Work required
Without any of the pictures, transcribe all the lines below exactly.

Excerpted records
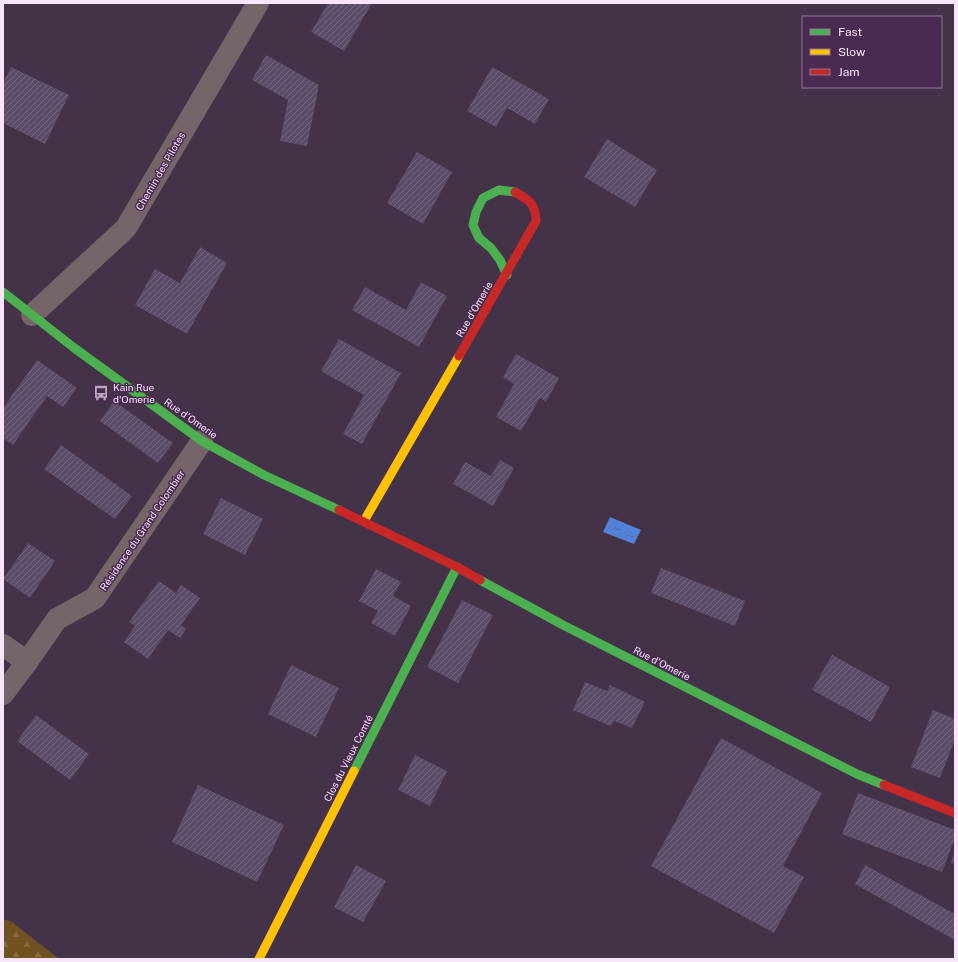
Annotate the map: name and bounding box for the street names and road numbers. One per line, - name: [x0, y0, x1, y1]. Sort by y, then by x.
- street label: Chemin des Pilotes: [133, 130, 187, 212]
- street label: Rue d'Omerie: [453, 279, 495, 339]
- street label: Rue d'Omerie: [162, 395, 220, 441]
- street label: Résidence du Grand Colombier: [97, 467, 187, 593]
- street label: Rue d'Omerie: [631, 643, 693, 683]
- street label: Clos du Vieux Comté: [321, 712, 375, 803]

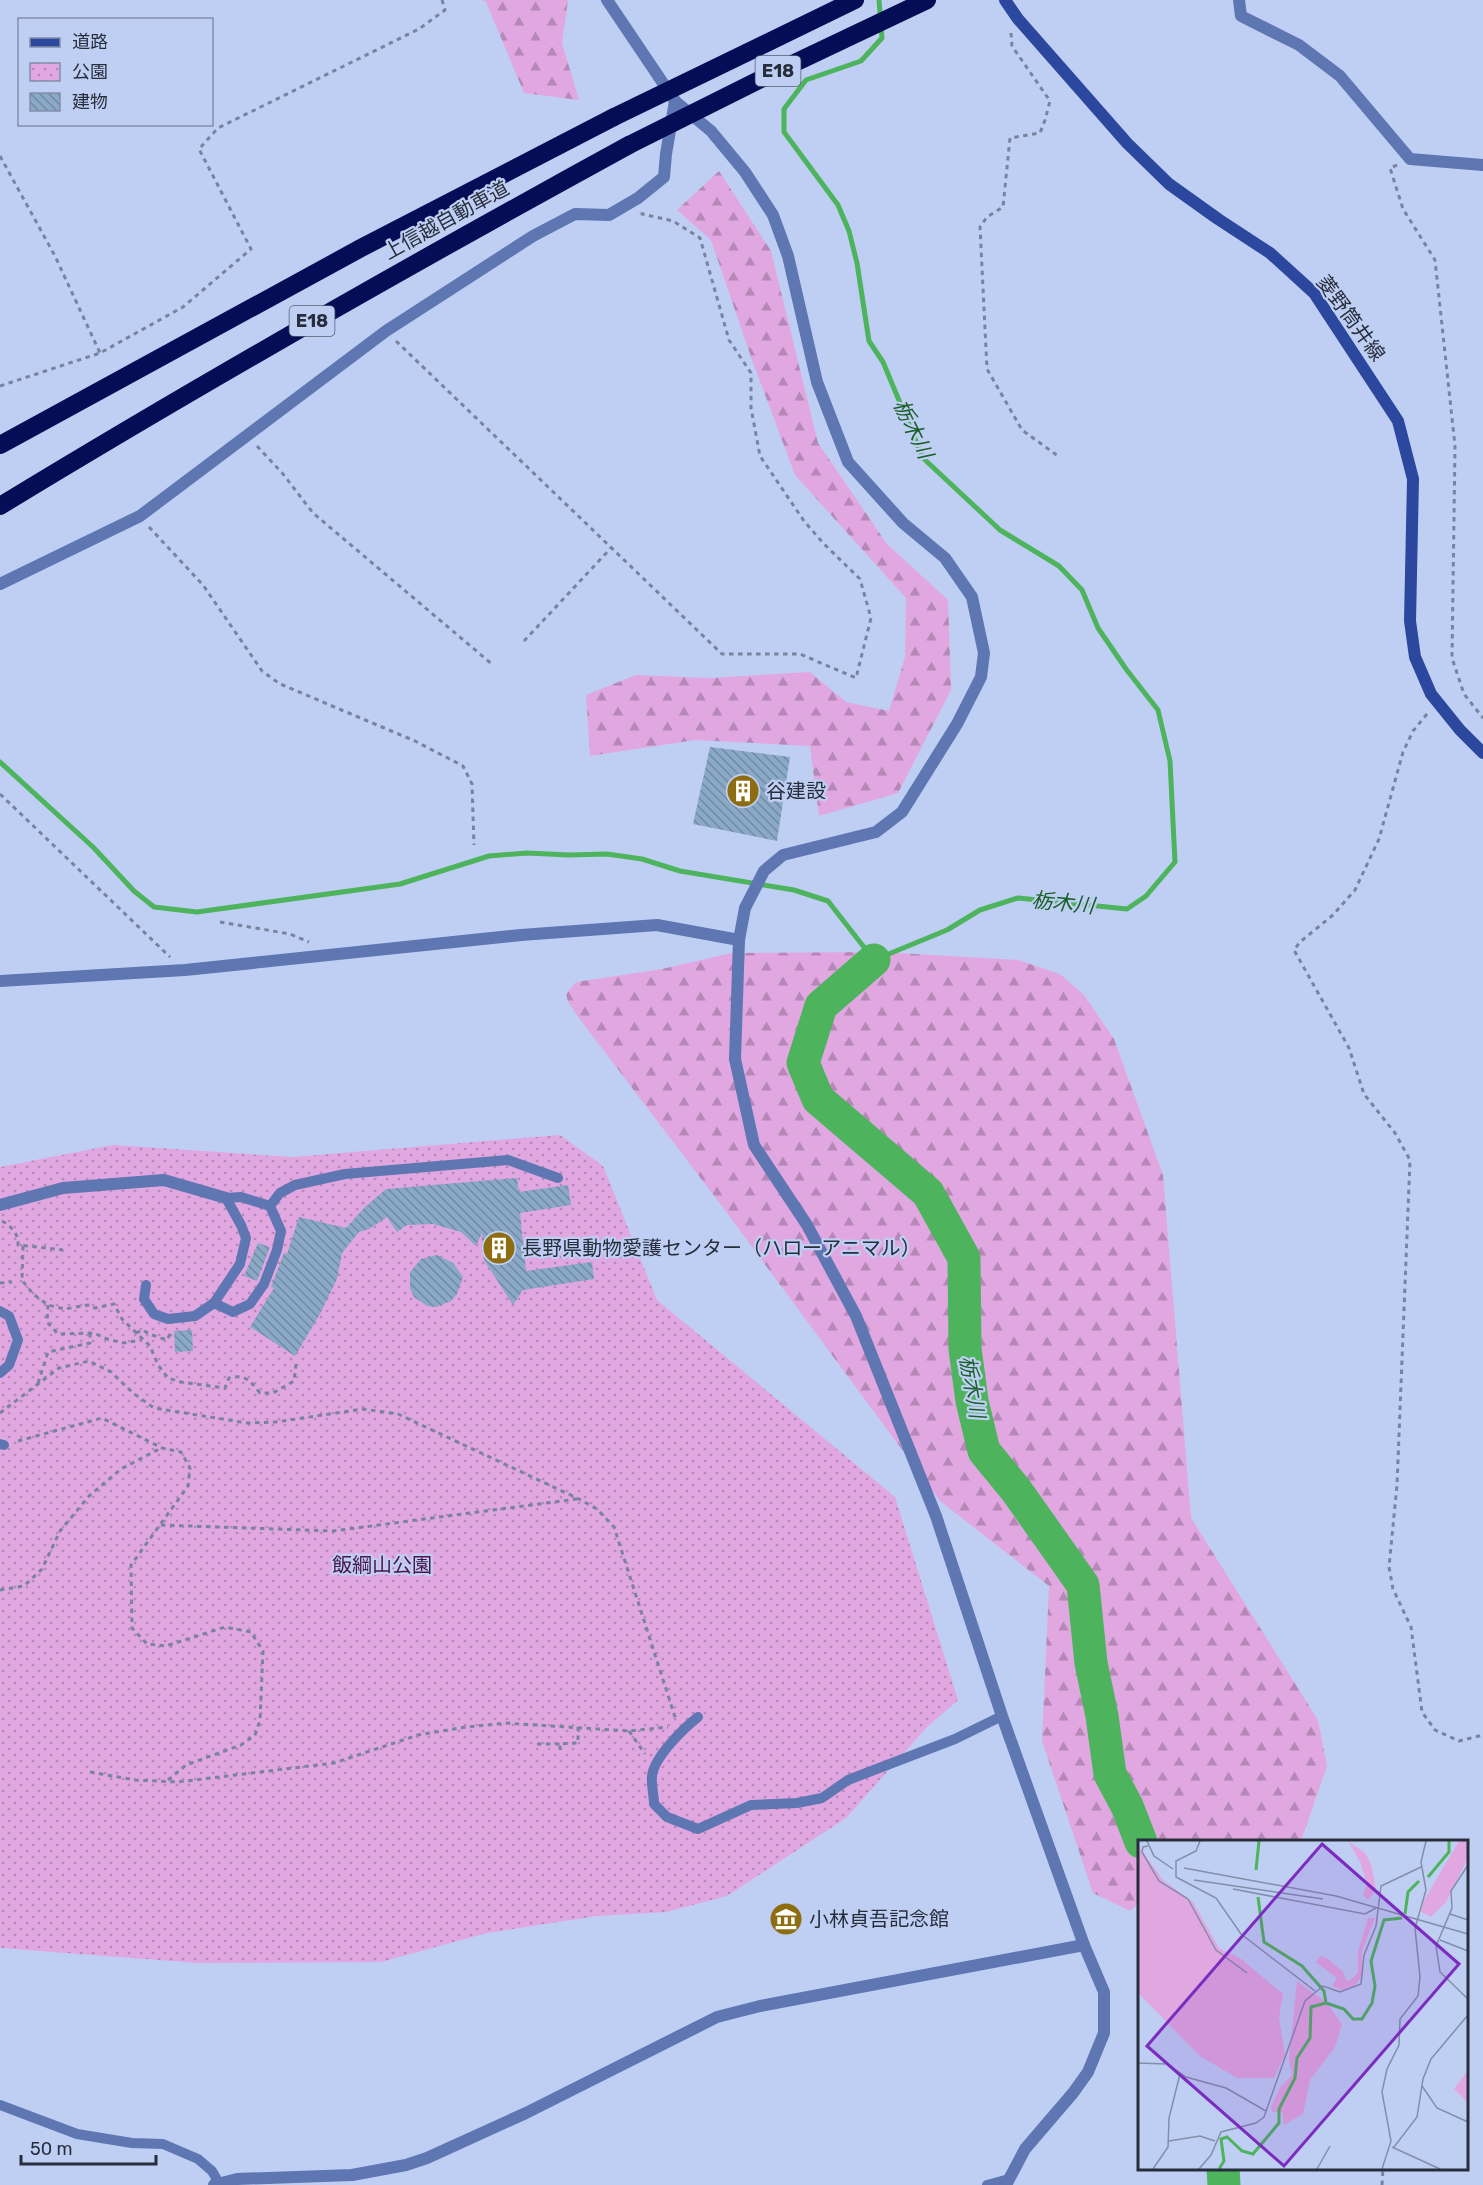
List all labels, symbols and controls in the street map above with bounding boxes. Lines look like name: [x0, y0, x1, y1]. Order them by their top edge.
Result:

Answer to the exercise
Annotate the map: name and bounding box for the street names and road numbers. One per line, - name: [x0, y0, x1, y1]. Sort by y, then by x.
- street label: Chemin des Pilotes: [133, 130, 187, 212]
- street label: Rue d'Omerie: [453, 279, 495, 339]
- street label: Rue d'Omerie: [162, 395, 220, 441]
- street label: Résidence du Grand Colombier: [97, 467, 187, 593]
- street label: Rue d'Omerie: [631, 643, 693, 683]
- street label: Clos du Vieux Comté: [321, 712, 375, 803]

List all labels, symbols and controls in the street map above with bounding boxes. Lines look like name: [x0, y0, x1, y1]. Order them by their top edge.
Result:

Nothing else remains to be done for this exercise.